1

I would like to be able to do, for example:

pmap = persistent_map(function, iterable(args))
foo = map(bar, pmap)
baz = map(bar, pmap) # right-hand side intentionally identical to that of the previous line.

The interpreter would know to reset pmap before using it to construct baz.

I know that I could store the result of pmap as a tuple, list, or other structure (which is what I have done in my present application), but I don't want to have do that because of the possibilities of 1) huge storage requirements (also consider copies) and 2) different results on reevalation, as when iterable is produced from a dynamic file.

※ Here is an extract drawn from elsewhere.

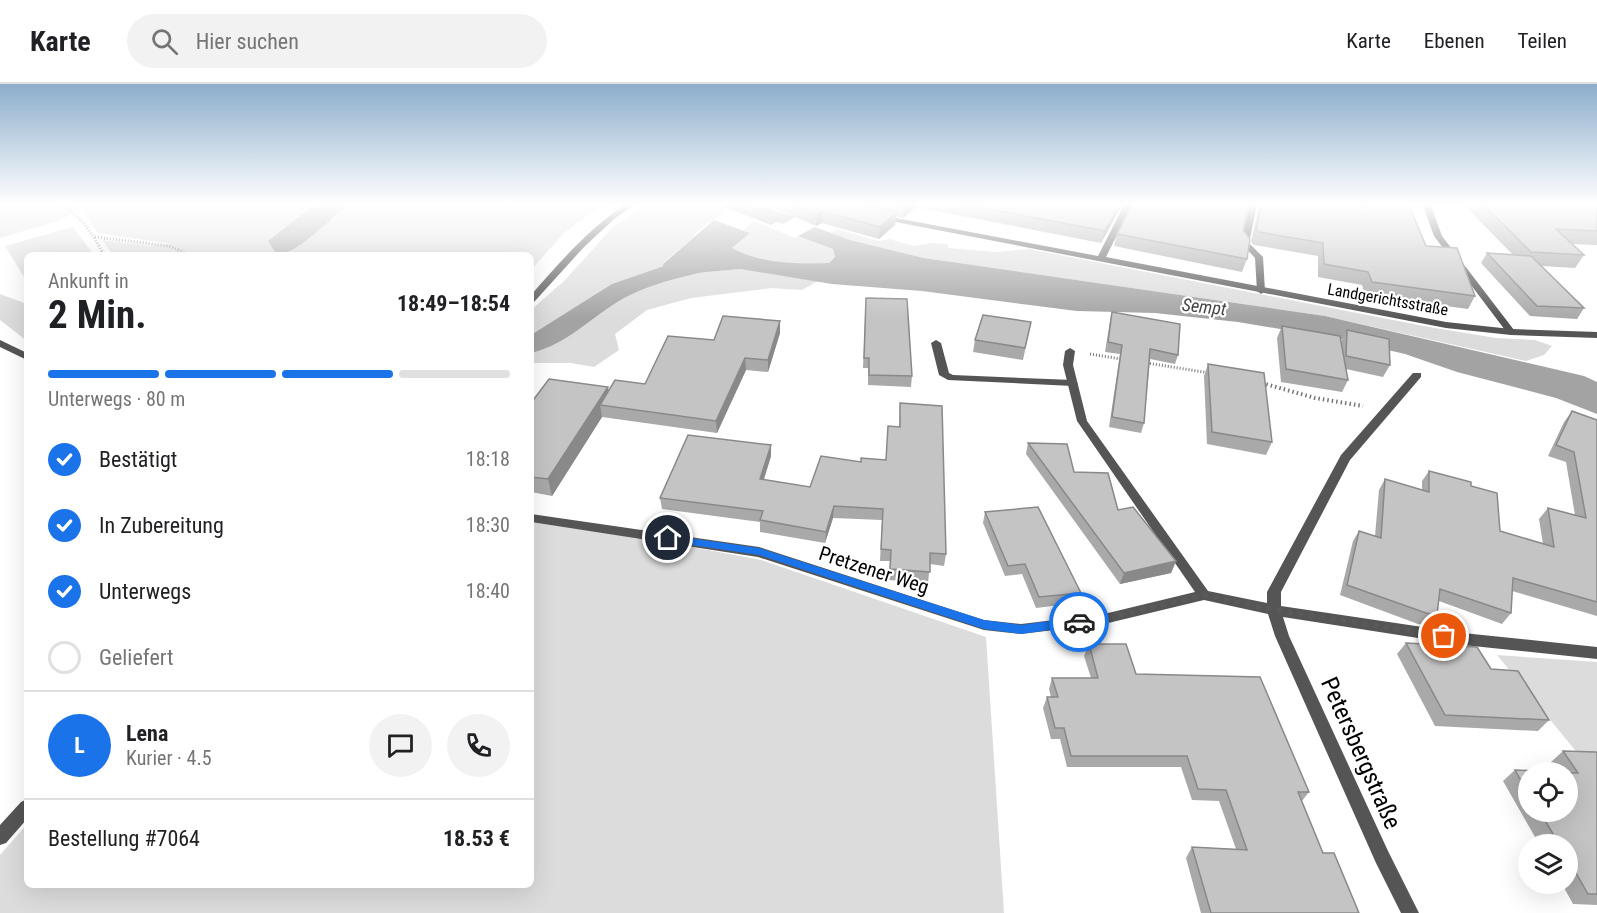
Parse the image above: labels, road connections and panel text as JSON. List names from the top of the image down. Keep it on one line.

If the equivalent of persistent_map exists, what is the corresponding built-in feature or standard library feature? Alternatively, is there a third-party (hopefully reliable and readily available) persistent_map equivalent? If only extant option is third-party, how might you create persistent_map using only built-in and, possibly, standard library features?

In response to @MartijnPieters comment, "that's what generators are for", are you saying that one solution would be something like

def persistent_map(function, iterable):
    from functools import partial
    return partial(map, function, iterable)
foo = map(bar, pmap())
baz = map(bar, pmap())
# A toy example:
pmap = persistent_map(hex, range(3))
foo = map(len , pmap())
baz = map(hash, pmap())
print(*zip(pmap(), foo, baz))
('0x0', 3, 982571147) ('0x1', 3, 982571146) ('0x2', 3, 982571145)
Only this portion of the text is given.